If potential customers build their own cookers instead of buying them from a cooker production company, yes, that company would have some problems making sales. Again, though, it is good to distinguish between theory and practice. From SCI's point of view, it would be wonderful if solar cookers were being copied and produced by individuals who had seen cookers being sold and used by others--this would greatly speed up the spread of solar cooking. However, in practice, I have heard very few reports from developing countries about people spontaneously copying the solar cookers of their neighbors. In fact, I remember two such reports in the past 3 or 4 years, and in both cases the copying was fairly minor in comparison to the number of cookers produced by the main project. On the basis of that (admittedly thin) evidence, it seems plausible that most cookers in an area would be purchased, not home-made. Here's another thought--if there was a small production co-op to make solar cookers, or a small business, the producers would be dealing in higher volume and could therefore buy the necessary supplies--foil, cardboard, glue, black paint, plastic bags--in bulk, lowering the unit cost per cooker, compared to the prices a person who was planning to build one or two cookers might pay. The producer organization, because of its organization and experience, should be able to produce better cookers more cheaply.

So, it is possible that even where some people make their own, there would still be a market for cooker sales. How lucrative this market would be is hard to predict and would vary greatly from place to place. In areas where people commonly made a variety of tools for themselves, the business of selling solar cookers might not be very profitable or profitable for long. On the other hand, in some areas, activities such as acquiring aluminum foil and making something with it could seem very alien--something people would not take to, meaning that they'd be more likely to buy a cooker than make one for themselves.

However, home-made production of CooKits is not likely to ever be a huge money maker, because it would be hard to sell them for a lot more than the combined costs of supplies and labor needed to make them. However, small profits seem possible. With box cookers, the profit margin may be greater, because they require somewhat more specialized work and because they are larger capacity and more expensive, there is the possibility of a greater profit margin. However, box cookers would only work as a product for sale in communities that could afford box cookers.

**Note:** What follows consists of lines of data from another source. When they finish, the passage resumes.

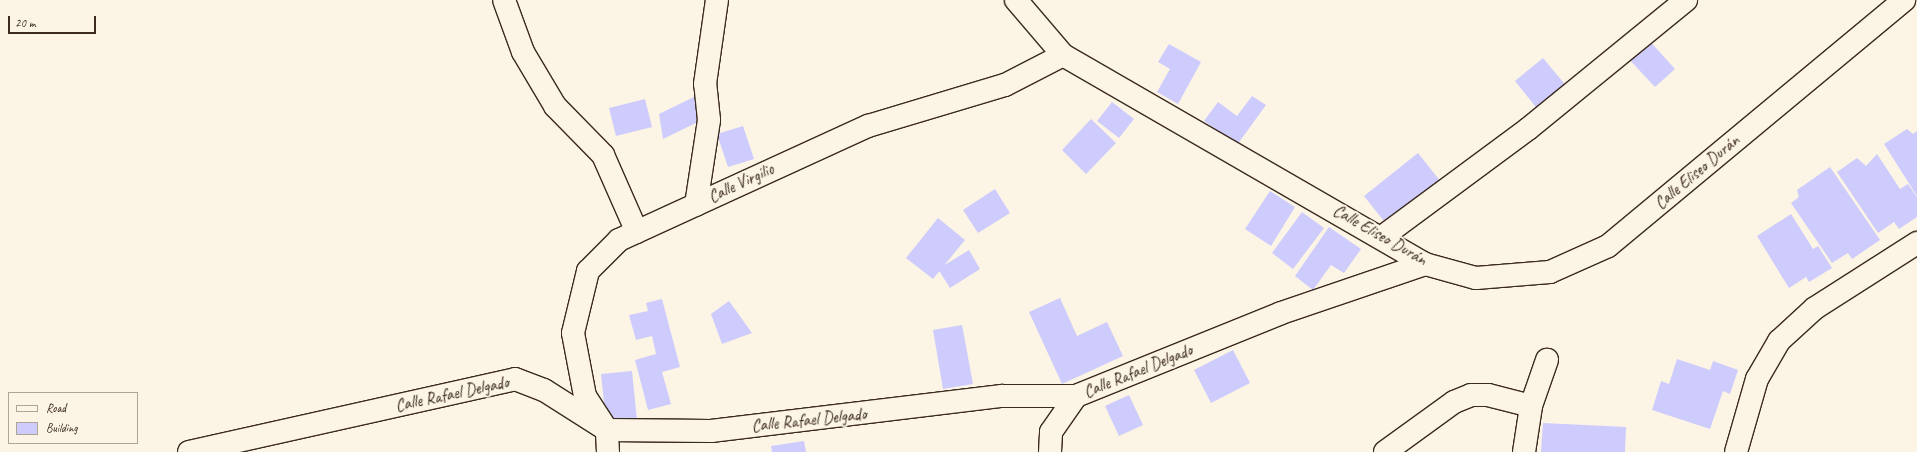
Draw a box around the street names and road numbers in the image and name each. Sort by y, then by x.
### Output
street label: Calle Eliseo Durán [1650,131,1744,213]
street label: Calle Virgilio [705,159,777,207]
street label: Calle Eliseo Durán [1330,200,1430,270]
street label: Calle Rafael Delgado [1081,340,1195,402]
street label: Calle Rafael Delgado [393,372,511,416]
street label: Calle Rafael Delgado [750,404,868,436]

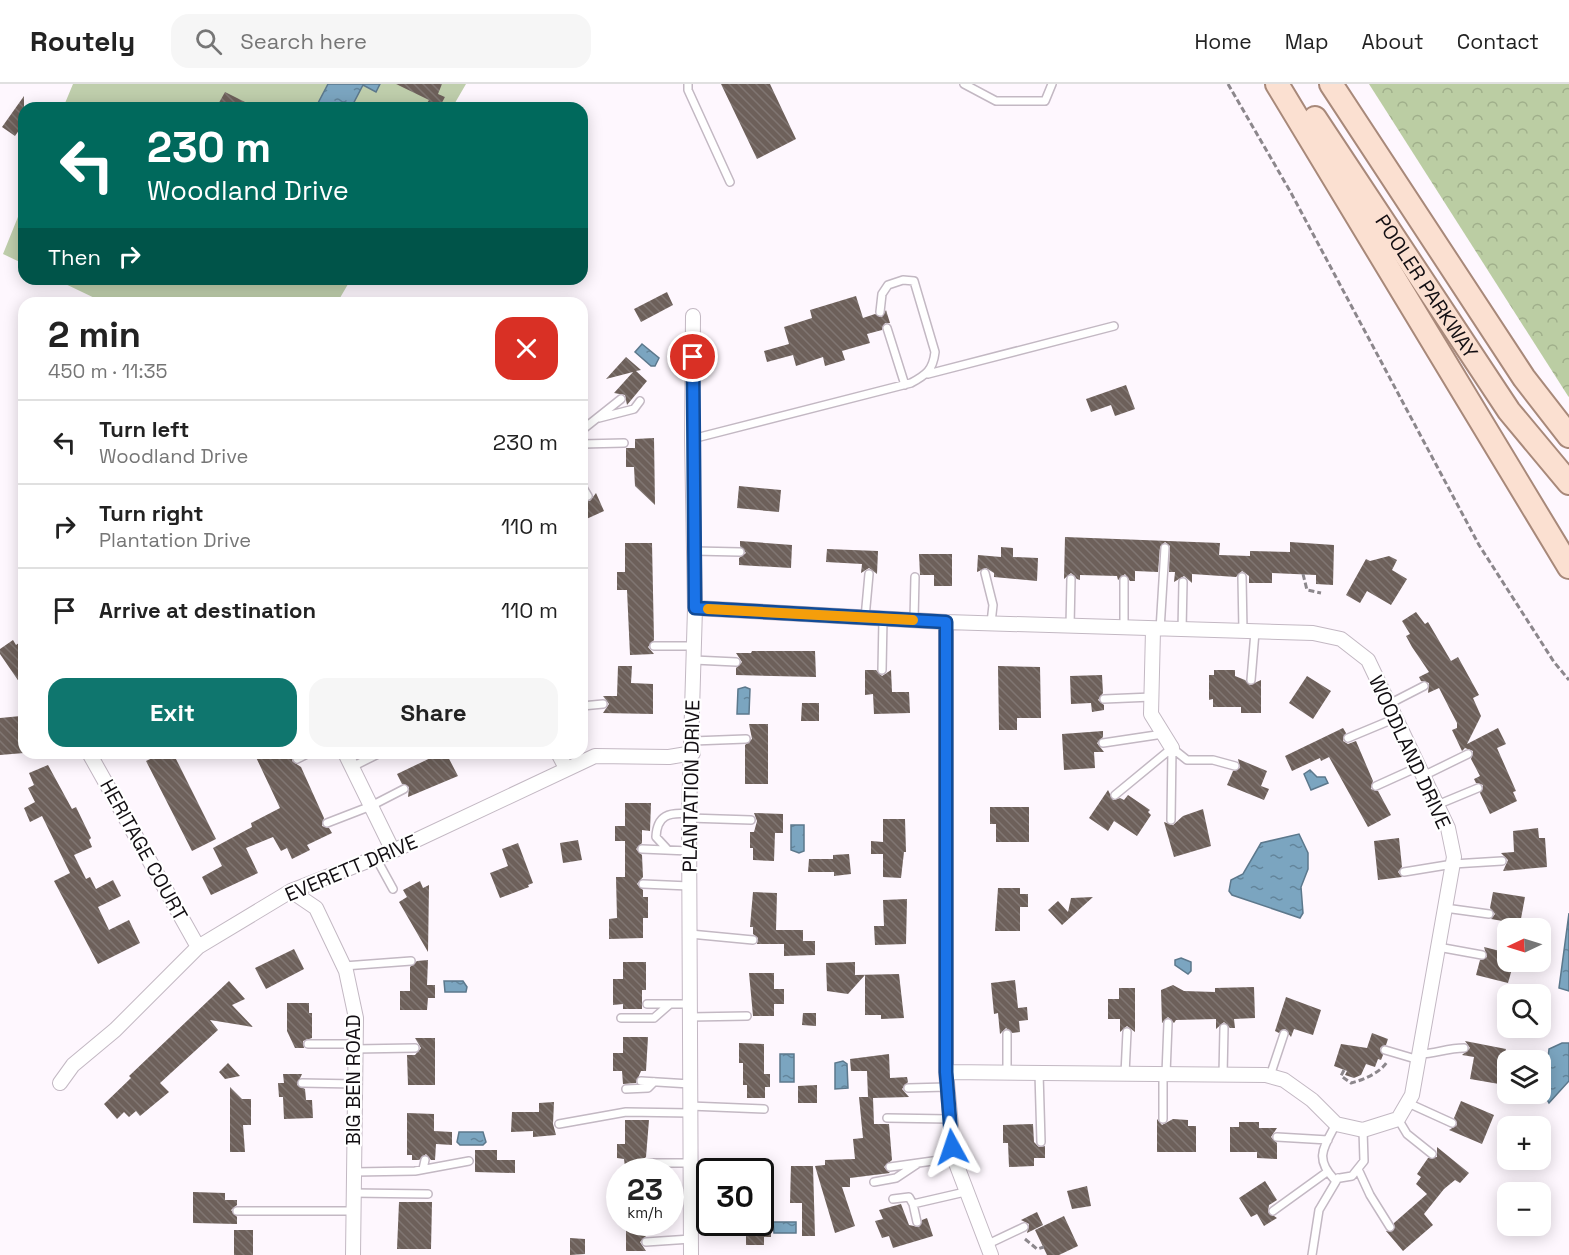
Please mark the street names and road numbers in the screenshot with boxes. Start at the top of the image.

A vitally important point to make here is that selling cookers is not a path to quick wealth. If one builds cookers at a low enough cost that they can be sold for a small profit margin, that is a step in the right direction. However, one then has to consider the costs of doing the selling. If people are lining up outside your workshop to buy your products, your costs of doing the selling, per unit, will be small, so your profits are more likely. However, if the producer has to spend hours going from house to house trying to convince the skeptical to buy cookers, the profits will seem too small for the amount of time spent. In our field project in Kenya, where we are trying to explore how cookers are best marketed in a rural African setting, we had no illusions that our first field project would be a net income producer in its first X number of years. We expect our project costs to far exceed the combined income for all our sales people in the project for many years. Part of our expenses will come from the fact that we are trying to monitor, measure, and extract learning from the process. However, there is something more fundamental to consider. Our theory is that the first cookers in a community are the hardest to sell. It is hard to sell something that is unknown, unproven, and unfamiliar to people who have to watch every penny they spend. So, in the early stages of our project, we expected to spend a lot of money creating awareness, so that the cookers become more familiar in the area. We have done lots of demonstrations of solar cooking, so that the cookers are less unproven. We expect that after 500 or 1000 cookers have been in use in the area for a while and neighbors start telling neighbors about the benefits and showing off their solar baked goods, etc., that sales will increase, and more importantly the ease of sales will increase, so that each seller can sell more cookers while spending less time making the sales, so that each individual seller's earnings per hour or per day will become better and better. When solar cooking is well known, we expect sales to become easy--mostly through repeat customers (who want a second or third cooker or a replacement for a damaged one) and from the formation of new families through marriage. However, we have only had one field project that really was shaped to test and refine ideas about solar cooker sales as an income producing project for individual sellers, and that project is far from complete.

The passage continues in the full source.